**What is required:** Lines with the word "this" are the ones wanted. Copy each of them from the entries below.

Input data below:

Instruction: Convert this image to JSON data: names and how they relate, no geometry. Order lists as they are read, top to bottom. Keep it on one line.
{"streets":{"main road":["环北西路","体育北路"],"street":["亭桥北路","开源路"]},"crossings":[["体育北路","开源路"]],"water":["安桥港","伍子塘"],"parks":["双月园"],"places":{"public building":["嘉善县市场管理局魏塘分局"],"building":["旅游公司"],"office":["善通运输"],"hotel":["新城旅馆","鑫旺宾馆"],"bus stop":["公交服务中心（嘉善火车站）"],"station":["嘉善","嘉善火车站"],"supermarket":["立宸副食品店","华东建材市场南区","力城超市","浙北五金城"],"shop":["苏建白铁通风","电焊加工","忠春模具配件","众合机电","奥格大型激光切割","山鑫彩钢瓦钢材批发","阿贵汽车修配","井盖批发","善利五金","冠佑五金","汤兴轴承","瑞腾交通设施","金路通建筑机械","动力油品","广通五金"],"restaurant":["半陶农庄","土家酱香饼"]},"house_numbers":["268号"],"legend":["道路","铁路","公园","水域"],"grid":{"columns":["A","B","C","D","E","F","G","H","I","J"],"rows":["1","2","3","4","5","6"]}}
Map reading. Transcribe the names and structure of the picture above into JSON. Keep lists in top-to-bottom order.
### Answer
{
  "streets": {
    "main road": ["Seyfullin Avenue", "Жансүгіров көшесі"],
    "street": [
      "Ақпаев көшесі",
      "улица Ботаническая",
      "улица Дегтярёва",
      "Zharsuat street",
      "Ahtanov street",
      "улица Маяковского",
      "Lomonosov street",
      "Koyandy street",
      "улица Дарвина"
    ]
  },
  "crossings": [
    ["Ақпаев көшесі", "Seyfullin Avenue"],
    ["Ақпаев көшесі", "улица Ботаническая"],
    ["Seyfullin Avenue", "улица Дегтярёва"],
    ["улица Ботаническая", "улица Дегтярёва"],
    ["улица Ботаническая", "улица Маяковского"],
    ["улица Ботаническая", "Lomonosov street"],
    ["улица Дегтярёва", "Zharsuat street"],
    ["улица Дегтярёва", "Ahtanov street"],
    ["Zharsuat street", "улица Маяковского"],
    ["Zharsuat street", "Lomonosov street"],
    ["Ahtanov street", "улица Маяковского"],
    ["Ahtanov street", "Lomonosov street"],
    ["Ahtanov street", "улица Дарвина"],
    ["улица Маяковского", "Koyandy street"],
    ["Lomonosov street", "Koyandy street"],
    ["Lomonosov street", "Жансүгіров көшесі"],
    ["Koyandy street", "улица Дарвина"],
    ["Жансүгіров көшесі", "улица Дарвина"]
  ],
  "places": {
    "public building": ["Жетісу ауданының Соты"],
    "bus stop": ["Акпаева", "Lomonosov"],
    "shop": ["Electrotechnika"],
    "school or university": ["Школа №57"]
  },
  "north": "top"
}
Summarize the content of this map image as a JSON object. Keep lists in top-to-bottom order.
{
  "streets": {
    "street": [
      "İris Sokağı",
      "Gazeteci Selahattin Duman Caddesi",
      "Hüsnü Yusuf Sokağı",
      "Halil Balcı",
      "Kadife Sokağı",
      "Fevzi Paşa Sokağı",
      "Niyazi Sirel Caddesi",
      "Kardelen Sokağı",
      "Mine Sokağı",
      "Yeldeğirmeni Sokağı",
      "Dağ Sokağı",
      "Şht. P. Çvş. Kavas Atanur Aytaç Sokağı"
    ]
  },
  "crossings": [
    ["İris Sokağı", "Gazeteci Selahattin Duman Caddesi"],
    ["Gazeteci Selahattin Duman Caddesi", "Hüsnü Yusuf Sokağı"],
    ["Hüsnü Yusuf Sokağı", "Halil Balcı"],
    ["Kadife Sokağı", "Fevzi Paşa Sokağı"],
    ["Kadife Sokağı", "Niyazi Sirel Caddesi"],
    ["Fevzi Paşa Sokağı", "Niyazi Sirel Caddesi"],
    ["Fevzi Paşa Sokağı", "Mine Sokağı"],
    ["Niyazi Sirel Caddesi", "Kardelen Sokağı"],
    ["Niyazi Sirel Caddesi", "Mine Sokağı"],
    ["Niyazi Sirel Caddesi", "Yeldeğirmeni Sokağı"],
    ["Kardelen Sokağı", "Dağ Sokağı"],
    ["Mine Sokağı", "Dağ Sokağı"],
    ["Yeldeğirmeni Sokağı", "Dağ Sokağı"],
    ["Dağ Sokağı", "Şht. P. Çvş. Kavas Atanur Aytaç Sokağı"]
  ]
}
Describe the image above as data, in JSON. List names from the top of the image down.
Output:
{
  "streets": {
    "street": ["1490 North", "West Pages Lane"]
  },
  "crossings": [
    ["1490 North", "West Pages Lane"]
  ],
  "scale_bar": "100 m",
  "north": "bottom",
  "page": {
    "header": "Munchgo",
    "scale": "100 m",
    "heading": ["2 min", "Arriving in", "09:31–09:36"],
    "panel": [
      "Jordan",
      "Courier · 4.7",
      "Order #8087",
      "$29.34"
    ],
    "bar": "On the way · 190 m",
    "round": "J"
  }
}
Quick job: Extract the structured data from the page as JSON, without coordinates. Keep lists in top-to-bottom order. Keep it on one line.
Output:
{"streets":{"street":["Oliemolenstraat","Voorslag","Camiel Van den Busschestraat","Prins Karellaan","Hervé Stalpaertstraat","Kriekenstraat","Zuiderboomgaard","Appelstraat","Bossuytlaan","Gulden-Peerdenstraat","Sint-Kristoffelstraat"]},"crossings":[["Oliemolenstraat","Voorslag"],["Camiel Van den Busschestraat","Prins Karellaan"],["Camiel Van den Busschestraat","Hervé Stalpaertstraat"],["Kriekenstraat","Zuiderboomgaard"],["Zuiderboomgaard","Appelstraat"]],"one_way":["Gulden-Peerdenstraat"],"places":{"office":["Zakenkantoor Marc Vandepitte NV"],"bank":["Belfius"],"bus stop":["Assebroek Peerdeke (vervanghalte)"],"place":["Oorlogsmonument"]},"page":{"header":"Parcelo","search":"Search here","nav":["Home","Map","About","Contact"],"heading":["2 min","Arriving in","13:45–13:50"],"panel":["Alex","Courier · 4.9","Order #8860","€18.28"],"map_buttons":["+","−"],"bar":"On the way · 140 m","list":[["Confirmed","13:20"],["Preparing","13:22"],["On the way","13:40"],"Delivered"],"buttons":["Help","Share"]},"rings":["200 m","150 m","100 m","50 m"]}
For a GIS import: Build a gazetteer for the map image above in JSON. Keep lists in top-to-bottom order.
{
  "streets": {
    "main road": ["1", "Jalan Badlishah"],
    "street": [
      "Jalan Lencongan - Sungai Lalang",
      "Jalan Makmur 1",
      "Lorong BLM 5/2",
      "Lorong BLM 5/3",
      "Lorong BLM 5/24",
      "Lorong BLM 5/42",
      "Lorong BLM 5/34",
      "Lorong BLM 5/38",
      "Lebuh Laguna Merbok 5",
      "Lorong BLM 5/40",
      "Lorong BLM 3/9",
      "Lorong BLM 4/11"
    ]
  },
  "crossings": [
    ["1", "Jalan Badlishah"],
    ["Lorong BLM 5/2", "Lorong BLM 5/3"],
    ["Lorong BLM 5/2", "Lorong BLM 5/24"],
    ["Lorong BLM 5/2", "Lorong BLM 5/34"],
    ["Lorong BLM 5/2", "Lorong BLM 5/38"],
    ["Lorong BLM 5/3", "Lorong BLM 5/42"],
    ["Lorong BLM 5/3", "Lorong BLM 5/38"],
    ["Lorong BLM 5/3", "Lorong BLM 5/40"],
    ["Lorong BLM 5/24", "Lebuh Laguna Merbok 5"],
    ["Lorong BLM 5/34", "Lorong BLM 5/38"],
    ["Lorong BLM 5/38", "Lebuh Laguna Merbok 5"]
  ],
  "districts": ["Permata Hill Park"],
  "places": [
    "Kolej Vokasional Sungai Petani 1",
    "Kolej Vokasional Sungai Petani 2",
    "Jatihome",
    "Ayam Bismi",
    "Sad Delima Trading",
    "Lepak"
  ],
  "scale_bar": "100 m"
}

End of Input data.

**Written answer:**
Instruction: Convert this image to JSON data: names and how they relate, no geometry. Order lists as they are read, top to bottom. Keep it on one line.
Summarize the content of this map image as a JSON object. Keep lists in top-to-bottom order.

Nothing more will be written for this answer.